Earlier in the week, we were appalled when we learnt that MS Dhoni’s five-year-old daughter was getting rape threats online. Unfortunately, this is not an isolated case. Girls and women the world over are subjected to online hate. From trolling to sexist comments to outright abuse, rape and death threats, the online experience can range from unpleasant to terrifying for women. The assertion is now backed by numbers, according to a survey conducted by Plan International, a UK-based humanitarian organisation. The survey reveals that 58 per cent of women have faced online harassment or abuse.That is one in two women, a truly tragic state of affairs.

The survey titled “State of the World’s Girls Report”, was conducted ahead of the International Day of Girl Child observed on October 11. It polled 14,000 girls and young women aged 15 to 25 in 22 countries including India, Brazil, Nigeria, Spain, Thailand, and the US. The survey pointed out that one in five girls (19 per cent) have left or significantly reduced use of a social media platform after being harassed, while another one in ten (12 per cent) have changed the way they express themselves. How can the online space reflect free expression of all its people if half the population doesn’t feel safe on it?

The social media platforms in question include Facebook, Instagram, Twitter, WhatsApp, and TikTok. The participants stated that attacks were most common on Facebook, where 39 per cent of girls polled said they had been harassed, followed by Instagram (23 per cent), WhatsApp (14 per cent), Snapchat (10 per cent), Twitter (9 per cent) and TikTok (6 per cent). There has been a lot of debate globally around how these platforms monetise hate, and their meek response to trolling and abuse, aptly captured in Netflix’s The Social Dilemma.
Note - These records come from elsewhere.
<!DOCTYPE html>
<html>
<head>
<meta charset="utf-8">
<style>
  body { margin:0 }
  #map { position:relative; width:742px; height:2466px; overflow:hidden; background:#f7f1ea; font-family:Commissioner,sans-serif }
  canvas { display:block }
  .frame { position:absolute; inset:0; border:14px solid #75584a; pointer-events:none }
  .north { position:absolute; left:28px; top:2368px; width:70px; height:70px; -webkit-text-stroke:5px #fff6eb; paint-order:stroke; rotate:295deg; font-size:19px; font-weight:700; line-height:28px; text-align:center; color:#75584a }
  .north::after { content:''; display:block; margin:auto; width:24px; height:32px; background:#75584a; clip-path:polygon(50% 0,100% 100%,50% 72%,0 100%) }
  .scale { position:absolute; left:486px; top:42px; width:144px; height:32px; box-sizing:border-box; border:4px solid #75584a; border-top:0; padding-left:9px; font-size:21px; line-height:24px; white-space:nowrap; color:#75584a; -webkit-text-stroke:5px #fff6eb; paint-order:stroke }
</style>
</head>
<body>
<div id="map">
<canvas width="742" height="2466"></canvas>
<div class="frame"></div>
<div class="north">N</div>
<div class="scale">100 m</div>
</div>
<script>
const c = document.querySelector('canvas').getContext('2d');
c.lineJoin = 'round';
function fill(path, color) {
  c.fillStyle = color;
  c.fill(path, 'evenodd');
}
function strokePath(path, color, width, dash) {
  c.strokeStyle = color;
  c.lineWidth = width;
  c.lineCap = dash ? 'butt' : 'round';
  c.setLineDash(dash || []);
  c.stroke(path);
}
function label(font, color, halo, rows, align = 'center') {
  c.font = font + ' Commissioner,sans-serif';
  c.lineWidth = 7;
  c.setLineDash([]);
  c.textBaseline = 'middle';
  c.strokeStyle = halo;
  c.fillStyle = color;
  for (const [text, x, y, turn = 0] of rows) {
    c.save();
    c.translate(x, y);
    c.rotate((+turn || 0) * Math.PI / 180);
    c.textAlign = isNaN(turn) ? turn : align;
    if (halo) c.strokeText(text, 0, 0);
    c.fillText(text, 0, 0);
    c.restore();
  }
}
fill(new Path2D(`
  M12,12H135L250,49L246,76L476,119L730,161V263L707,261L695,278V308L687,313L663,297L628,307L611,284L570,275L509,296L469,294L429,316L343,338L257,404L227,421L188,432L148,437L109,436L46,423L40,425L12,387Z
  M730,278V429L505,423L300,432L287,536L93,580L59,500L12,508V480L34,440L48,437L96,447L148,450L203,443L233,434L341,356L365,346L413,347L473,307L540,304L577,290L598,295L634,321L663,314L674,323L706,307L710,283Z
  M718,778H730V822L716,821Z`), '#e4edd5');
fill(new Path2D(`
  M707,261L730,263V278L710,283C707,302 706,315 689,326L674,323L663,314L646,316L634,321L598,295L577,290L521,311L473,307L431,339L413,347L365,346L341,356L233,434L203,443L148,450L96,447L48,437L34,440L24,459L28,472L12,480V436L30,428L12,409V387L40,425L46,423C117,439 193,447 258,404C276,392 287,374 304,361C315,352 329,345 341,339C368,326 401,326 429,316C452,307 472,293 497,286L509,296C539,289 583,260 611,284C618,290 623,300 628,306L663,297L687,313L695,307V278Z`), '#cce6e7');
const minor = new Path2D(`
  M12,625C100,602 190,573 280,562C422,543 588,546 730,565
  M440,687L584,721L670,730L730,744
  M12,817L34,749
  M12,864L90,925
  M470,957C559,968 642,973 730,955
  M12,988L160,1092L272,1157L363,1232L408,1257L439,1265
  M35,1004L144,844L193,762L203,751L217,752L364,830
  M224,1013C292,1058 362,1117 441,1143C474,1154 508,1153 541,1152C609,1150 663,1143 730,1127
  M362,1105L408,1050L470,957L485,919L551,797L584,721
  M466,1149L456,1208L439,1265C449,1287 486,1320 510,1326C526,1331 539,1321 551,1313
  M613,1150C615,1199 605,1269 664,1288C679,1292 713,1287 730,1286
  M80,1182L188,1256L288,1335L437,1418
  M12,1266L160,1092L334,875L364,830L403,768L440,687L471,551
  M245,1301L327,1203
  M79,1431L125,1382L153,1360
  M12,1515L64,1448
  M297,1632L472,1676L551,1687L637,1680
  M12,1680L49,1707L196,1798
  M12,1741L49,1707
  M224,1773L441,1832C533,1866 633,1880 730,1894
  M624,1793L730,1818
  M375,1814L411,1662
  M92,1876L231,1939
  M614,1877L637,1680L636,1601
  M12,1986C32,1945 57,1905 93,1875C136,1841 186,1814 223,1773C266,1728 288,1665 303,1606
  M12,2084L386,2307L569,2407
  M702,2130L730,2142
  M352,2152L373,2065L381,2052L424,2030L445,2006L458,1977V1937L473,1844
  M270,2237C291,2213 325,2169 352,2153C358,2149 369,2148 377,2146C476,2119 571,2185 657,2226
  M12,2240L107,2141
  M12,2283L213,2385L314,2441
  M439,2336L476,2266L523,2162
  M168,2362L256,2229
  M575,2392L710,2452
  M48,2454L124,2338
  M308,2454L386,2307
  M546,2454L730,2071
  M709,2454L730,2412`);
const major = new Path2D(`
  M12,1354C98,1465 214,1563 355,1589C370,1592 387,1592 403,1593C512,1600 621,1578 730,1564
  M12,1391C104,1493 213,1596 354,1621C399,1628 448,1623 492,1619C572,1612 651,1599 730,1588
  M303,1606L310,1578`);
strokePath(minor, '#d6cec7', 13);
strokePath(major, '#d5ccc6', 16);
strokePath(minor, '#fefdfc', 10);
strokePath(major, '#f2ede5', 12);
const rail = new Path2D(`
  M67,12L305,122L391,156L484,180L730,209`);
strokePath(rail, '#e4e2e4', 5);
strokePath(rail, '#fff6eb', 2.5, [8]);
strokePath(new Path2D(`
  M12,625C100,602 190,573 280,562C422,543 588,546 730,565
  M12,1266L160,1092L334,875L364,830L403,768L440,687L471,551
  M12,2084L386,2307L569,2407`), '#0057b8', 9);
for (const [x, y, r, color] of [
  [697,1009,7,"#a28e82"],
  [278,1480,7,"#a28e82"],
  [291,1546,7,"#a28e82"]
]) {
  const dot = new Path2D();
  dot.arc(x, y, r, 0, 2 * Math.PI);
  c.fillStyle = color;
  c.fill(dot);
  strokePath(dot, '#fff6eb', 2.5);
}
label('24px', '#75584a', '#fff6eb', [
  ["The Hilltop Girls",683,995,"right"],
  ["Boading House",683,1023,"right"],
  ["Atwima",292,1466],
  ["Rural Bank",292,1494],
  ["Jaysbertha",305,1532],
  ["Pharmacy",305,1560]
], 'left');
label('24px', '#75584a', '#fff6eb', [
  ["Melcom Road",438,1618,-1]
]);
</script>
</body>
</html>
What is also astonishing, is that the data is not bound by geography or socio-economic phenomena. The percentage of affected women was similar for different regions around the globe. “In Europe 63 per cent of girls reported harassment, followed by 60 per cent of girls in Latin America, 58 per cent in the Asia-Pacific region, 54 per cent in Africa, and 52 per cent in North America,” the report found. The stats are disturbing. 

The range of abuse reported varied from threats of sexual violence to racist comments and stalking. Of all the participants polled, 47 per cent women have been threatened with physical or sexual violence, while 59 per cent faced abusive and insulting language online. “Of the girls who were harassed, 42 per cent identified themselves as LGBTIQ+; 14 per cent who self-identified as having a disability; and 37 per cent who identified themselves as from an ethnic minority said they get harassed because of it,” the survey found.

Social media provides anonymity and for young women, harassment from strangers was more frequent and more frightening than from people they knew. Thirty six per cent of the respondents said they were harassed by strangers and 32 per cent by anonymous social media users.

The abuse doesn’t merely have an effect on online life and communication. The harassment faced online also had its effect on life outside social media. A staggering 42 per cent women registered mental or emotional stress, and the same percentage of respondents accepted decrease in self-esteem and confidence because of online harassment. ‘”Driving girls out of online spaces is hugely disempowering in an increasingly digital world, and damages their ability to be seen, heard and become leaders,” said Anne-Birgitte Albrectsen, Plan International’s chief executive.

The survey crystallises into fact, what has been long known, that the internet is no safe space for women. Important work of this kind must lead to greater debate and pressure must be mounted on governments, regulators and social media companies to reign in the abuse and hate. We should not have it any other way.